= Kevin Dukes =

American guitarist

Kevin Dukes is an American guitarist.

A native of Natchez, Mississippi, Dukes attended The University of Southern Mississippi as a Music Theory and Composition major prior to moving to Los Angeles, California in the late 1970s. He has toured and performed with Jackson Browne, Billy Joel, Don Henley, Boz Scaggs, Shania Twain, Marc Cohn, John Fogerty and Peter Cetera.

As a studio musician, Dukes has made contributions to recordings by Kelly Clarkson, Pink, Lily Allen, Dolly Parton, Don Henley, Joe Walsh, Jackson Browne, Billy Joel, Tom Petty, Juice Newton, Sara Evans, Michael Bolton and Chicago.

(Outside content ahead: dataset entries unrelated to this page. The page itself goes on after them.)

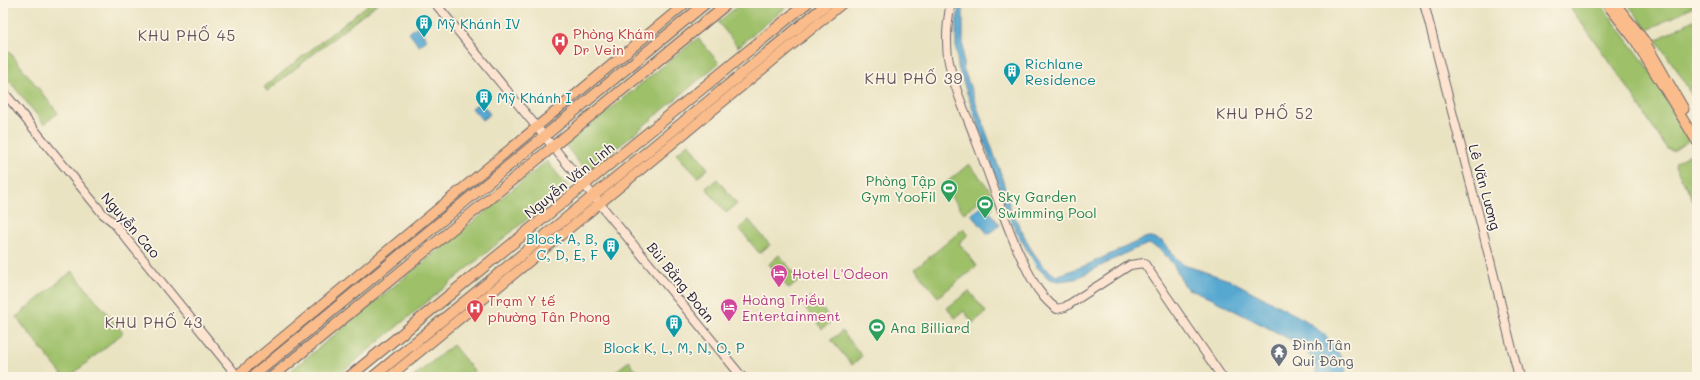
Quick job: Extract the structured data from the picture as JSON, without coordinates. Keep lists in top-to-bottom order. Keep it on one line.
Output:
{"streets":{"highway":["Nguyễn Văn Linh"],"street":["Lê Văn Lương","Nguyễn Cao","Bùi Bằng Đoàn"]},"crossings":[["Nguyễn Văn Linh","Bùi Bằng Đoàn"]],"districts":["KHU PHỐ 45","KHU PHỐ 39","KHU PHỐ 52","KHU PHỐ 43"],"places":{"building":["Mỹ Khánh IV","Richlane Residence","Mỹ Khánh I","Block A, B, C, D, E, F","Block K, L, M, N, O, P"],"hospital":["Phòng Khám Dr Vein","Trạm Y tế phường Tân Phong"],"sports":["Phòng Tập Gym YooFil","Sky Garden Swimming Pool","Ana Billiard"],"hotel":["Hotel L'Odeon","Hoàng Triều Entertainment"],"temple":["Đình Tân Qui Đông"]}}
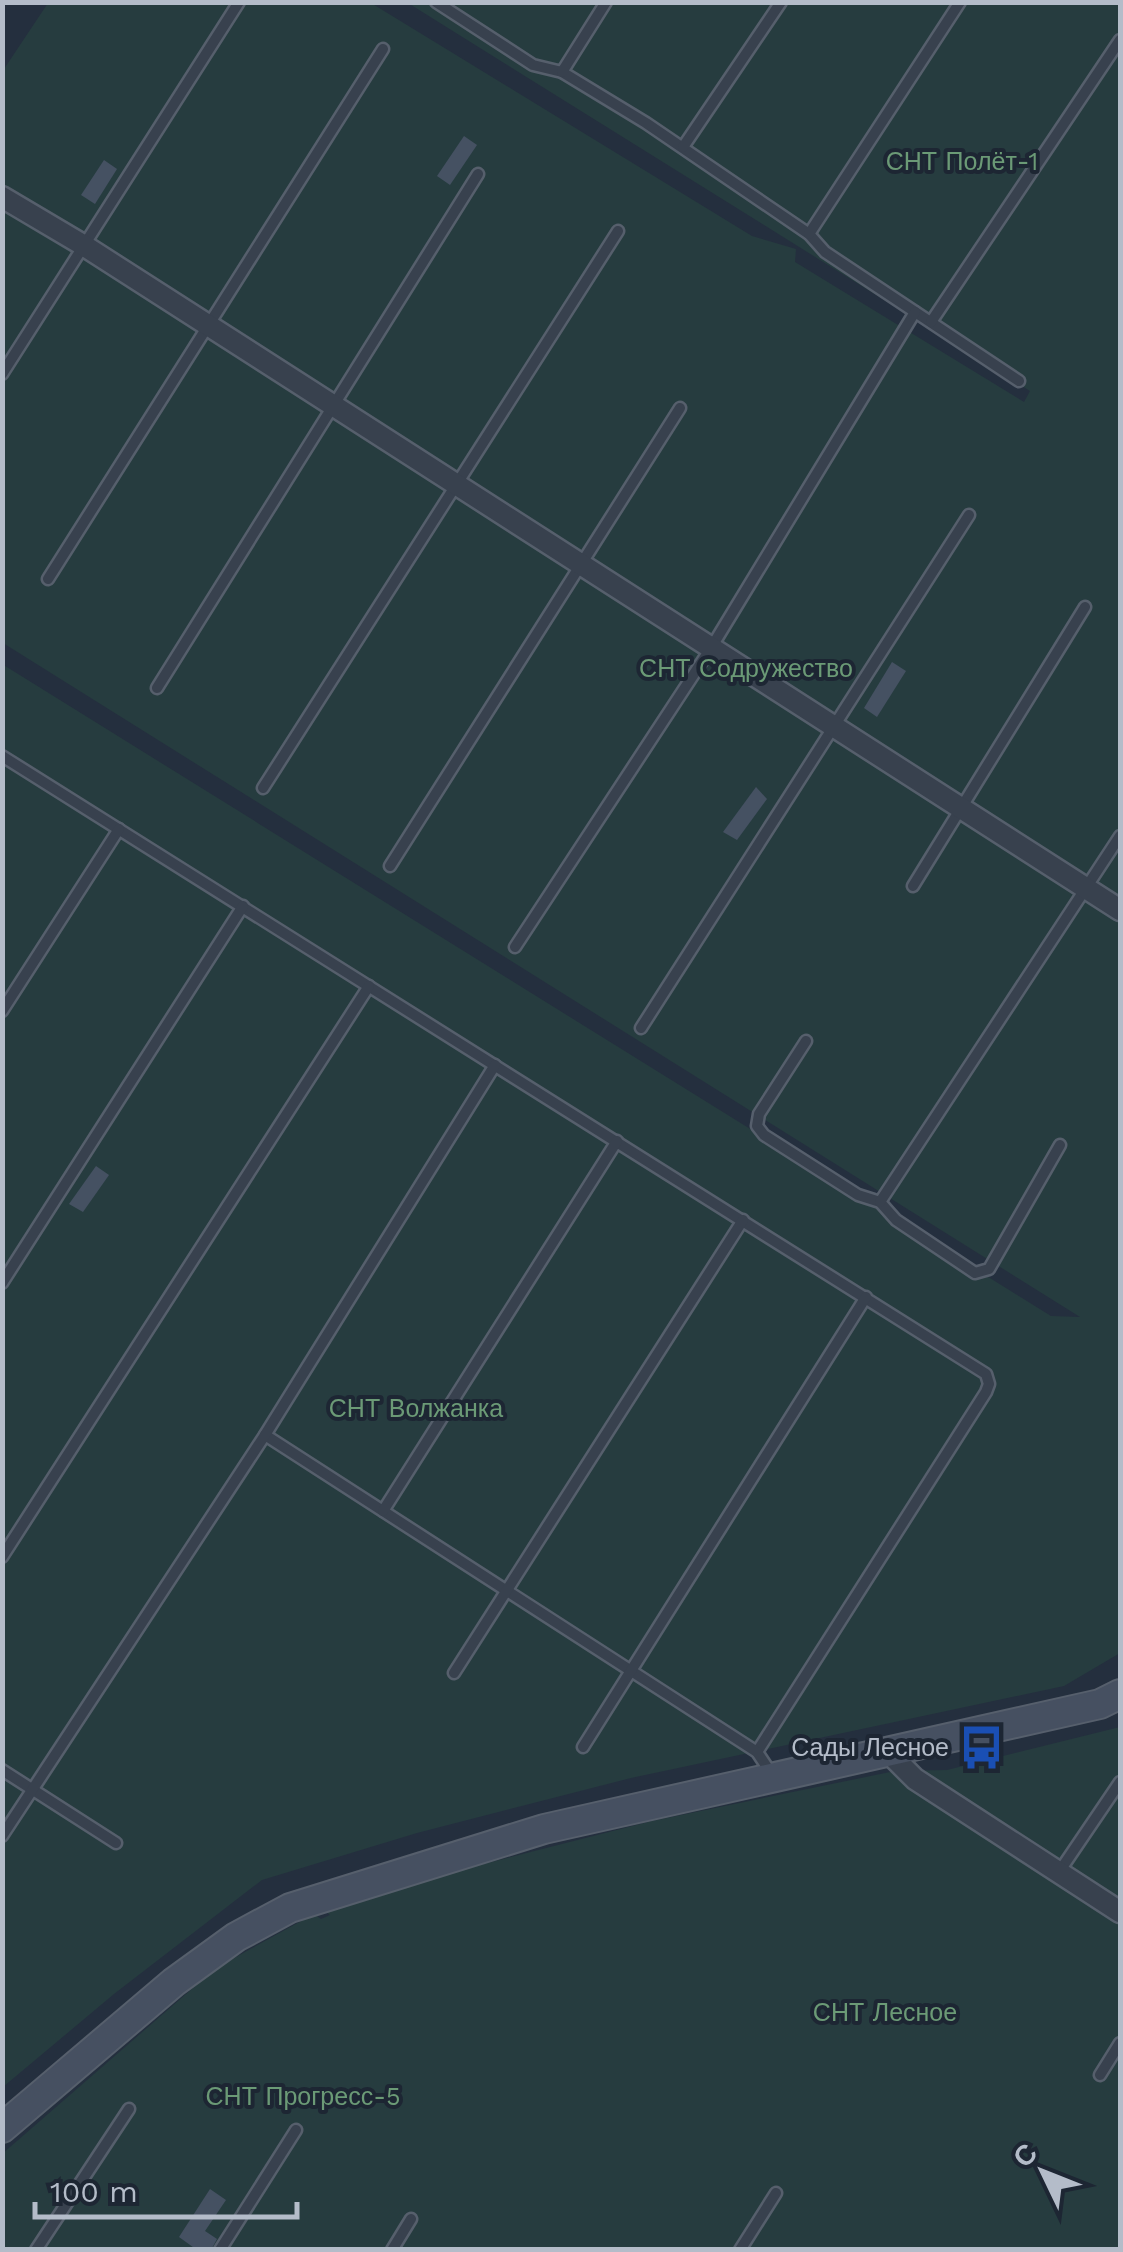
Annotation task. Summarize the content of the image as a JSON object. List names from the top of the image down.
{
  "parks": [
    "СНТ Полёт-1",
    "СНТ Содружество",
    "СНТ Волжанка",
    "СНТ Лесное",
    "СНТ Прогресс-5"
  ],
  "places": {
    "bus stop": ["Сады Лесное"]
  },
  "scale_bar": "100 m",
  "north": "top left"
}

He has appeared on numerous film and television soundtracks including Pretty In Pink, Days of Thunder, Staying Alive, Michael, Stargate, The Muppets, The Simpsons and Star Trek. Songwriting credits include recordings by Johnny Hallyday, John Farnham, Chicago, Meredith Brooks, and Don Moen for music publishers Arista, RCA, BMG and Sony Universal.

In addition to his work as a performing and recording musician Dukes has worked with musical instrument manufacturers Seymour Duncan, Yamaha, James Tyler Guitars, Roland and Line 6 on various lines of guitars, amplifiers, effects pedals, digital modeling devices and guitar sampling libraries.
He currently writes, produces, and records music from his personal recording facility.